Attorneys general pen letter against CFPB’s amendments to Regulation B
On December 12, a coalition of 21 attorneys general penned a joint letter responding to the CFPB’s NPRM proposing amendments to Regulation B and urging the Bureau not to move forward with the proposed changes to its disparate impact liability and discouragement provisions. As previously covered by InfoBytes, the CFPB published its proposed rule amending Regulation B by eliminating regulatory provisions supporting disparate impact liability, narrowing what would constitute “discouragement,” and changing the for-profit entity requirements for “special purpose credit programs.” The attorneys general argued that these proposed changes violated the APA and would weaken the ECOA’s protections against unfair treatment in credit markets.

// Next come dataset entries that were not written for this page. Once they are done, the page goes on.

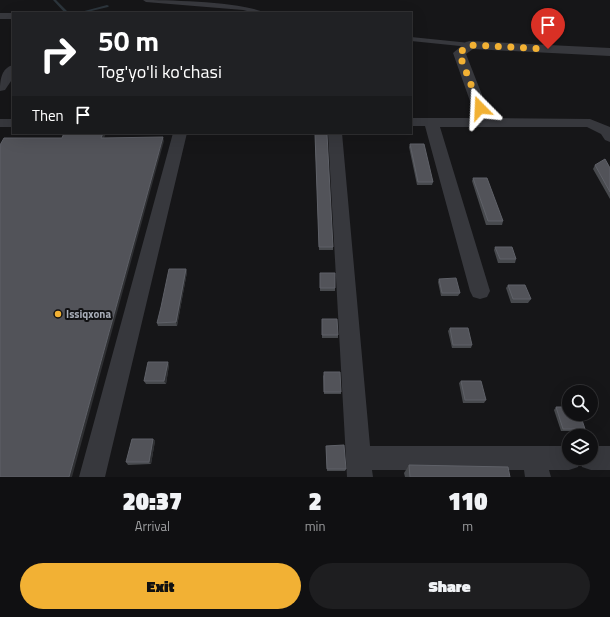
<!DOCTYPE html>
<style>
:root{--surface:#101012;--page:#1e1e20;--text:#f1f3f6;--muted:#9c9d9f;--line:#303032;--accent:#f2b134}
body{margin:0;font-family:"Titillium Web",sans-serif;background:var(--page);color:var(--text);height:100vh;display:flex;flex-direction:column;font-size:15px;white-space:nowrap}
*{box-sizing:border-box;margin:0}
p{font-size:13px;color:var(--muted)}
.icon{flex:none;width:22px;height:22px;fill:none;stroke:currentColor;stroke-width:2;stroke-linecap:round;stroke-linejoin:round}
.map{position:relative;height:477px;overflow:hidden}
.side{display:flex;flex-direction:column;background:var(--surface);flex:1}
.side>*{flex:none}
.top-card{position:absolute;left:12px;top:12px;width:400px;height:122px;border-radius:0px;box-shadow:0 4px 16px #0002,0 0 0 1px var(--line);background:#202124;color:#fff;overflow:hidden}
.tools{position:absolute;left:562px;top:385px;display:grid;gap:8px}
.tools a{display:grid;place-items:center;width:36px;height:36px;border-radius:50%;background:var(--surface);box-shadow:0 4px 16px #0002,0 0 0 1px var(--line);font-size:20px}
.pin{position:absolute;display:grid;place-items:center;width:34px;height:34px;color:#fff;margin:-41px -17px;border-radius:50% 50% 50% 0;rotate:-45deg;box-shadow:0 0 4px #0007}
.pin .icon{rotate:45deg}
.me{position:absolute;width:44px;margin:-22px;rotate:339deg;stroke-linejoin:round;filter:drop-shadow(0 0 3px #0008)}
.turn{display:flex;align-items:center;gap:14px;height:84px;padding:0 20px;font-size:18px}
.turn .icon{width:52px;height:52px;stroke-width:2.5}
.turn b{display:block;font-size:28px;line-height:34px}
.then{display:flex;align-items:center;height:38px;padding:0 20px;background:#0003;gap:8px;font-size:15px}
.eta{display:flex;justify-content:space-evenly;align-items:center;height:68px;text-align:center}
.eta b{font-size:24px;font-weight:800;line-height:28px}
.cta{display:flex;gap:8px;margin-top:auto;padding:8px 20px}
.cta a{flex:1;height:46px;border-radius:24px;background:var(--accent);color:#111;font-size:16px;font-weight:800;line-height:46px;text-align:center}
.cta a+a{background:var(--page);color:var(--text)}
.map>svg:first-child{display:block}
</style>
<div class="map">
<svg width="610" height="477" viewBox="0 0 610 477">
<rect width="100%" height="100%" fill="#161618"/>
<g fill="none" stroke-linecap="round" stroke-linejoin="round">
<!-- stream -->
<path fill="#2c353c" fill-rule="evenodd" d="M53,0H56L69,13H65Z
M107,5L109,6L108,7L83,13H77Z"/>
<!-- service -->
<path fill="#37383d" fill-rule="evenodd" d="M143,0C167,0 247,2 264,13H255L243,10L146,2Z
M411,37L470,43L473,45L470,47L411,41Z"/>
<!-- minor -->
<path fill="#37383d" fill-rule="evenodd" d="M0,13H14H13V19H0Z
M470,41L610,48V56L473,49L466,54L491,118L590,119L610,127V142L605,140L601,134L587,127H440L490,291L487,297L480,299L473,297L470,291L425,126H411V118H476L453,53L466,42Z
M13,65V78L5,90L0,91C0,81 1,68 13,65Z
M0,119H13V127H0Z
M173,133H187L105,477H79Z
M328,133H342L370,446H569V458H591V446H610V470H591L582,467L580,461L578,467L569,470H549L551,477H525L524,470H372L373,477H347Z"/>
</g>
<!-- wall -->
<path fill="#47494d" d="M315,134L333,247V250H319Z
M410,144L433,182L432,185H417L409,147Z
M595,165L610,168V199L593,169Z
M473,178L503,221L502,225H486L472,181Z
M495,247L516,259L515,263H498L494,250Z
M186,269L187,272L177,326H158L157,323Z
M320,273L335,288V291H320Z
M439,279L460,293L458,296H441L438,282Z
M508,285L531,299L528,303H511L506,288Z
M322,319L338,335V338H322Z
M450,328L472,345L471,348H452L448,331Z
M169,365L166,384H146L144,381Z
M323,375L341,392V394H324Z
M461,381L486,400L484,403H463L459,383Z
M556,407L585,429L582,431H561L554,410Z
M153,439L155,441L151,464L128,465L126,462Z
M326,448L346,469L345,471H327Z
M409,465L510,477H405L404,473Z"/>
<!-- shaded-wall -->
<path fill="#2f3033" d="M103,133H106L103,141L101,138Z
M163,137L164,141L72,477H69Z
M186,269L187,272L177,326L176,322Z
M168,362L169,365L166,384L164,381Z
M153,439L155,441L151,464L149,462Z"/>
<!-- building -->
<path fill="#525359" stroke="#5f6168" d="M64,133H103L101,138L163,137L69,477H0V145L4,138H62Z
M315,134H327L333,247H319Z
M410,144H424L433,182H418Z
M605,159L610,168V192L595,165Z
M473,178H487L503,221H488Z
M495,247H512L516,259H500Z
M169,269H186L176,322L157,323L161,307Z
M320,273H335V288H320Z
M456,278L460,293H442L439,279Z
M508,285H525L531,299H513Z
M322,319H337L338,335H322Z
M450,328H468L472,345H453Z
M148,362H168L164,381H144Z
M324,372H340L341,392H324Z
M461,381H481L486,400H465Z
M556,407H569V414H580L585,429H563Z
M132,439H153L149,462H126Z
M344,445L346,469H327L326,446Z
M409,465L508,467L510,477H410Z"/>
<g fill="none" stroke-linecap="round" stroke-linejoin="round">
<!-- route -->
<path stroke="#f2b134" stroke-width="7" stroke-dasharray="0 12.6" d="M480,108L459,53L470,45L548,49"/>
</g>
<!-- markers -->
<circle fill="#f2b134" stroke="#111113" stroke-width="1.5" cx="58" cy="314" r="4"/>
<g text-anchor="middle" stroke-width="4" stroke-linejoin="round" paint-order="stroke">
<!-- poi labels -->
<g font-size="11" font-weight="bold" fill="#a8adb8" stroke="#111113" text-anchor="start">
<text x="66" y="318">Issiqxona</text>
</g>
</g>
</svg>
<div class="tools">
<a><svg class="icon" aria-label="search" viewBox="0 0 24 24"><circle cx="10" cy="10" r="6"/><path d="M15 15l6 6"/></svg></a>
<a><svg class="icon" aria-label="layers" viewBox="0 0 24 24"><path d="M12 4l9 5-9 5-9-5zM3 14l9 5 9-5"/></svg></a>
</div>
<div class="pin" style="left:548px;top:49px;background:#d93025"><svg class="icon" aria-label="arrive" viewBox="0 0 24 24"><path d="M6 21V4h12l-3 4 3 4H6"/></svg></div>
<svg class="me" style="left:480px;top:108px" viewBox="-20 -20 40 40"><path d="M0-17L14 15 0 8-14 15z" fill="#f2b134" stroke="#fff" stroke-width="4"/></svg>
<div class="top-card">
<div class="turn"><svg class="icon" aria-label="right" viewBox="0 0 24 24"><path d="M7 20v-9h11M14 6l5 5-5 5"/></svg><div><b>50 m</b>Tog'yo'li ko'chasi</div></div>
<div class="then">Then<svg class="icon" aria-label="arrive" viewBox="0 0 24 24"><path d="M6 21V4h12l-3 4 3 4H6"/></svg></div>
</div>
</div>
<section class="side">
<div class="eta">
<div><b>20:37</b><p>Arrival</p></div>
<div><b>2</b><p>min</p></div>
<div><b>110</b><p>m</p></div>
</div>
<div class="cta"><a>Exit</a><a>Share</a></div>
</section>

The letter outlined several reasons for rejecting the NPRM’s changes to disparate impact liability. First, the attorneys general maintained that a proper reading of the ECOA compels the conclusion that the statute “authorizes a disparate impact theory of liability.” Second, they asserted that the NPRM “erroneously” assumes that consumers would still enjoy broad anti-discrimination protections if disparate impact liability is removed. Third, they argued that disparate impact liability is a lawful and established mechanism for enforcing anti-discrimination statutes.

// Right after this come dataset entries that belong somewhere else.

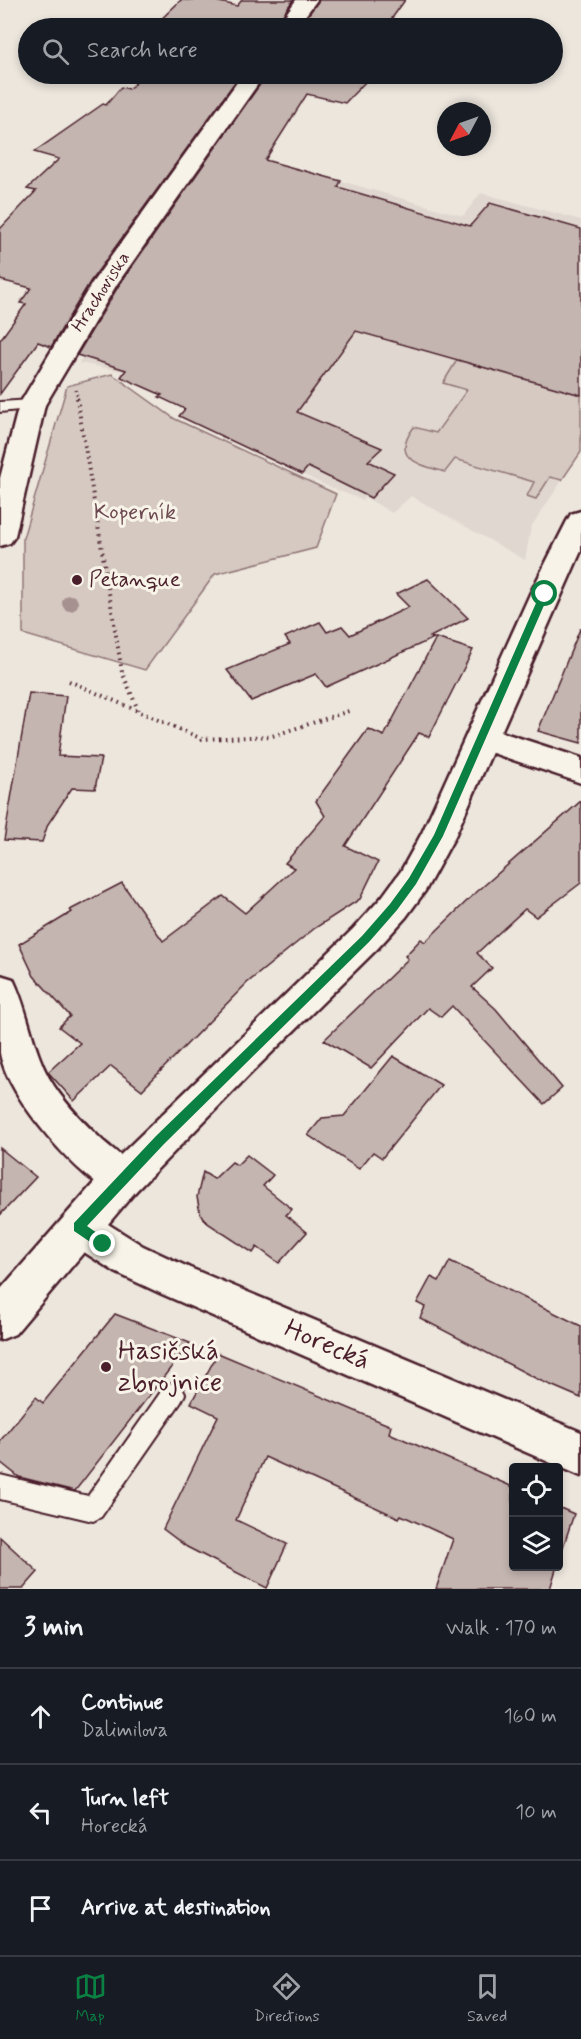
<!DOCTYPE html>
<html lang="en">
<head>
<meta charset="utf-8">
<style>
	:root { --surface:#171b24; --page:#242831; --text:#f1f3f6; --muted:#9ea1a6; --line:#363941; --accent:#0b8043 }
	body { margin:0; font-family:Mynerve,sans-serif; background:var(--page); color:var(--text) }
	.controls { position:absolute; right:18px; bottom:18px; display:grid; overflow:hidden; border-radius:6px; box-shadow:0 3px 9px #0003 }
	.controls button { width:54px; height:54px; display:grid; place-items:center; padding:0; border:0; border-bottom:2px solid var(--line); background:var(--surface); color:var(--text); font:30px sans-serif }
	.compass { position:absolute; left:437px; top:102px; width:54px; height:54px; border-radius:50%; background:var(--surface); box-shadow:0 3px 9px #0003; rotate:229deg }
	.stop { position:absolute; width:18px; height:18px; margin:-14px; border:4px solid #0b8043; border-radius:50%; background:#fff }
	.stop.end { background:#0b8043; border-color:#fff; box-shadow:0 2px 6px #0008 }
	.list { margin:0; padding:0; list-style:none }
	h2 { display:flex; justify-content:space-between; align-items:center; height:78px; margin:0; padding:0 24px; font-size:26px }
	h2 small { font-size:20px; font-weight:400; color:var(--muted) }
	.list li { display:grid; grid-template-columns:39px 1fr auto; gap:18px; align-items:center; box-sizing:border-box; height:96px; padding:0 24px; border-top:2px solid var(--line) }
	.list b { display:block; font-size:22px; white-space:nowrap }
	.list p { margin:0; font-size:20px; white-space:nowrap; color:var(--muted) }
	.list em { font-size:20px; font-style:normal; color:var(--muted) }
	.icon { flex:none; width:33px; height:33px; fill:none; stroke:currentColor; stroke-width:2; stroke-linecap:round; stroke-linejoin:round }
	.map { position:relative; flex:none; width:581px; height:1589px; overflow:hidden }
	.search { position:absolute; background:var(--surface); box-shadow:0 3px 9px #0003; left:18px; right:18px; top:18px; height:66px; display:flex; align-items:center; gap:15px; box-sizing:border-box; padding:0 21px; border-radius:33px; color:var(--muted); font-size:22px }
	.sheet { height:366px; background:var(--surface) }
	nav { display:flex; justify-content:space-around; align-items:center; box-sizing:border-box; height:84px; border-top:2px solid var(--line); background:var(--surface); font-size:16px; color:var(--muted) }
	nav a { display:grid; justify-items:center; gap:3px }
	nav .on { color:var(--accent) }
	.map>svg:first-child { display:block }
	.built { fill:#e0d7d0 }
	.green { fill:#d5c9c2; stroke:#907476; stroke-width:1.5 }
	.building { fill:#c4b5b0; stroke:#4a1f2b; stroke-width:1.5 }
	.lines { fill:none; stroke-linecap:round; stroke-linejoin:round }
	.lane-casing { stroke:#4a1f2b; stroke-width:4 }
	.street-casing { stroke:#4a1f2b; stroke-width:5 }
	.secondary-casing { stroke:#4a1f2b; stroke-width:5 }
	.path-far1 { stroke:#4a1f2b; stroke-width:3; stroke-dasharray:1 3; stroke-linecap:butt }
	.path { stroke:#4a1f2b; stroke-width:4; stroke-dasharray:1.5 4.5; stroke-linecap:butt }
	.lane { fill:#f7f3e8; fill-rule:evenodd }
	.street { fill:#f7f3e8; fill-rule:evenodd }
	.secondary { fill:#f7f3e8; fill-rule:evenodd }
	.tree { fill:#a69090 }
	.route { fill:#0b8043 }
	.poi-dot { fill:#4a1f2b; stroke:#f7f3e8; stroke-width:2 }
	.labels { text-anchor:middle; dominant-baseline:central; stroke-width:6; stroke-linejoin:round; paint-order:stroke }
	.far-street-label { font-size:18px; fill:#4a1f2b; stroke:#f7f3e8 }
	.park-label { font-size:22px; fill:#6d4a51; stroke:#f7f3e8 }
	.poi-label { font-size:22px; fill:#4a1f2b; stroke:#f7f3e8; text-anchor:start }
	.near-street-label { font-size:27px; fill:#4a1f2b; stroke:#f7f3e8 }
	.near-poi-label { font-size:27px; fill:#4a1f2b; stroke:#f7f3e8; text-anchor:start }
</style>
</head>
<body>
<div class="map">
<svg width="581" height="1589" viewBox="0 0 581 1589">
	<rect width="100%" height="100%" fill="#ece6dd"/>
	<filter id="ink" filterUnits="userSpaceOnUse"><feTurbulence type="fractalNoise" baseFrequency=".0167" numOctaves="2"/><feDisplacementMap in="SourceGraphic" scale="12" xChannelSelector="R" yChannelSelector="G"/><feConvolveMatrix kernelMatrix="1 2 1 2 8 2 1 2 1" color-interpolation-filters="sRGB"/></filter>
	<g filter="url(#ink)">
		<polygon class="built" points="217,151 285,165 463,216 481,193 581,220 581,452 531,527 525,560 411,496 392,513 365,497 362,500 325,485 179,416 185,409 159,397 161,394 121,377 122,371 79,363"/>
		<g class="green">
			<path d="M457 360 581 395V452L562 480 550 477 536 499 527 496 534 482 455 459 445 472C418 464 390 459 414 427L436 433 467 390 443 383Z"/>
			<polygon points="112,374 175,419 336,494 316,548 215,574 145,670 23,634 23,538 67,386"/>
		</g>
		<g class="building">
			<polygon points="181,0 210,0 237,6 242,0 293,0 274,28 152,28"/>
			<polygon points="319,0 405,0 385,28 298,28"/>
			<polygon points="145,74 241,74 90,282 51,347 38,342 0,394 0,340 26,304 20,303 31,288 0,280 0,229 36,191 27,189 59,159 34,152 103,104 106,105 121,87 129,89"/>
			<polygon points="267,74 353,74 369,78 345,103 307,94 265,160 341,181 338,187 470,226 490,203 581,229 581,395 356,331 297,412 382,448 368,461 394,473 371,498 308,467 302,474 179,416 185,409 159,397 162,395 121,377 126,370 77,355 119,285"/>
			<polygon points="428,579 468,618 430,637 434,638 326,687 316,674 251,701 227,670 290,644 285,637 320,622 327,632 342,626 350,635 409,607 396,594"/>
			<polygon points="580,629 581,629 581,743 538,731"/>
			<polygon points="436,638 473,650 429,737 419,733 345,846 378,862 360,899 315,928 247,983 142,1090 111,1066 74,1101 48,1072 80,1043 59,1027 70,1016 34,976 19,944 72,912 70,910 122,883 163,941 223,896 245,913 294,868 285,863 325,816 316,801 368,729 384,736"/>
			<polygon points="29,693 66,696 58,756 101,758 95,789 72,788 48,824 42,842 4,840"/>
			<polygon points="581,801 581,883 536,917 525,909 477,953 492,968 472,987 496,1009 562,1088 544,1104 452,1006 441,1017 428,1008 371,1068 324,1040 408,959 405,956 421,939 425,942 471,897"/>
			<polygon points="393,1056 441,1085 382,1158 373,1152 359,1169 308,1135 322,1118 344,1116"/>
			<polygon points="0,1148 36,1177 0,1215"/>
			<polygon points="247,1155 273,1175 263,1186 292,1209 286,1215 307,1232 279,1263 257,1247 253,1253 206,1222 200,1213 197,1197 203,1172 214,1179 232,1162 237,1165"/>
			<polygon points="450,1261 581,1326 581,1398 539,1380 420,1318 425,1307 417,1303 431,1277 439,1281"/>
			<polygon points="115,1314 190,1343 75,1491 19,1477 0,1462 0,1441 36,1397 43,1403"/>
			<polygon points="218,1353 391,1426 389,1433 513,1487 513,1566 557,1566 550,1589 436,1589 453,1539 401,1515 399,1518 265,1457 236,1520 287,1544 267,1588 187,1547 163,1529 218,1416 191,1403"/>
			<polygon points="558,1507 574,1514 558,1562"/>
			<polygon points="0,1537 38,1572 23,1589 0,1589"/>
		</g>
		<g class="lines">
			<g class="lane-casing">
				<g id="lane">
					<polygon points="32,400 39,405 37,408 0,412 0,402"/>
					<polygon points="173,1383 181,1386 185,1394 181,1402 101,1517 93,1521 0,1499 0,1475 88,1496 165,1386"/>
				</g>
			</g>
			<g class="street-casing">
				<g id="street">
					<polygon points="296,0 317,0 296,28 276,28"/>
					<polygon points="243,74 265,74 117,284 45,405 15,536 10,543 0,546 0,478 19,405 92,283"/>
					<polygon points="483,726 581,758 581,783 472,746 467,738 472,730"/>
					<path d="M0 975 13 979C30 1014 32 1053 54 1086 68 1107 85 1124 103 1141 117 1153 133 1163 140 1180L135 1192 121 1198C80 1182 7 1097 0 1053 0 1030 0 999 0 975Z"/>
				</g>
			</g>
			<g class="secondary-casing">
				<polygon id="secondary" points="581,511 581,551 455,836 425,891 406,917 377,949 254,1070 135,1192 108,1224 143,1246 190,1268 581,1432 581,1476 162,1294 115,1272 84,1252 15,1334 0,1340 0,1290 107,1168 353,929 382,897 401,871 422,833 530,594 567,521 571,514"/>
			</g>
			<polyline class="path-far1" points="76,390 78,400"/>
			<g class="path">
				<polyline points="77,398 122,672 138,710"/>
				<polyline points="69,681 202,739 272,736 349,711"/>
			</g>
			<use href="#lane" class="lane"/>
			<use href="#street" class="street"/>
			<use href="#secondary" class="secondary"/>
		</g>
		<circle class="tree" cx="70" cy="603" r="8"/>
	</g>
	<polygon class="route" points="545,591 549,594 443,836 416,884 397,910 369,942 164,1144 87,1226 107,1240 107,1248 99,1248 74,1231 74,1223 156,1136 362,936 390,904 409,878 434,835 540,594"/>
	<g class="poi-dot">
		<circle cx="77" cy="580" r="6"/>
		<circle cx="106" cy="1367" r="6"/>
	</g>
	<g class="labels">
		<g class="far-street-label">
			<text transform="translate(101 292) rotate(-57)">Hrachoviska</text>
		</g>
		<g class="park-label">
			<text x="135" y="513">Koperník</text>
		</g>
		<g class="poi-label">
			<text x="89" y="580">Petanque</text>
		</g>
		<g class="near-street-label">
			<text transform="translate(327 1345) rotate(23)">Horecká</text>
		</g>
		<g class="near-poi-label">
			<text x="118" y="1351">Hasičská<tspan x="118" dy="31">zbrojnice</tspan></text>
		</g>
	</g>
</svg>
<div class="controls">
<button><svg class="icon" aria-label="locate" viewBox="0 0 24 24"><circle cx="12" cy="12" r="6"/><path d="M12 2v4M12 18v4M2 12h4M18 12h4"/></svg></button>
<button><svg class="icon" aria-label="layers" viewBox="0 0 24 24"><path d="M12 4l9 5-9 5-9-5zM3 14l9 5 9-5"/></svg></button>
</div>
<svg class="compass" viewBox="-18 -18 36 36"><path d="M0-13l5 13h-10z" fill="#e53935"/><path d="M0 13l5-13h-10z" fill="#9ea1a6"/></svg>
<div class="stop" style="left:545px;top:594px"></div>
<div class="stop end" style="left:103px;top:1244px"></div>
<div class="search"><svg class="icon" aria-label="search" viewBox="0 0 24 24"><circle cx="10" cy="10" r="6"/><path d="M15 15l6 6"/></svg>Search here</div>
</div>
<section class="sheet">
<h2>3 min<small>Walk · 170 m</small></h2>
<ul class="list">
<li><svg class="icon" aria-label="ahead" viewBox="0 0 24 24"><path d="M12 20V5M6 11l6-6 6 6"/></svg><div><b>Continue</b><p>Dalimilova</p></div><em>160 m</em></li>
<li><svg class="icon" aria-label="left" viewBox="0 0 24 24"><path d="M17 20v-9H6M10 6l-5 5 5 5"/></svg><div><b>Turn left</b><p>Horecká</p></div><em>10 m</em></li>
<li><svg class="icon" aria-label="arrive" viewBox="0 0 24 24"><path d="M6 21V4h12l-3 4 3 4H6"/></svg><div><b>Arrive at destination</b></div></li>
</ul>
</section>
<nav>
<a class="on"><svg class="icon" aria-label="map" viewBox="0 0 24 24"><path d="M3 6l6-2 6 2 6-2v14l-6 2-6-2-6 2zM9 4v14M15 6v14"/></svg>Map</a>
<a><svg class="icon" aria-label="directions" viewBox="0 0 24 24"><path d="M12 3l9 9-9 9-9-9zM9 14v-3h6M13 9l2 2-2 2"/></svg>Directions</a>
<a><svg class="icon" aria-label="saved" viewBox="0 0 24 24"><path d="M7 4h10v16l-5-4-5 4z"/></svg>Saved</a>
</nav>
</body>
</html>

Regarding the NPRM’s proposed amendments to the discouragement provisions, the attorneys general contended that these changes are contrary to law, would harm consumers, and would undermine state enforcement efforts. They further criticized the CFPB for relying on speculation rather than evidence to justify the revisions, calling such reasoning arbitrary and capricious under the APA. The attorneys general asked the Bureau to “recognize the harm” from this proposal and forego these changes to Regulation B.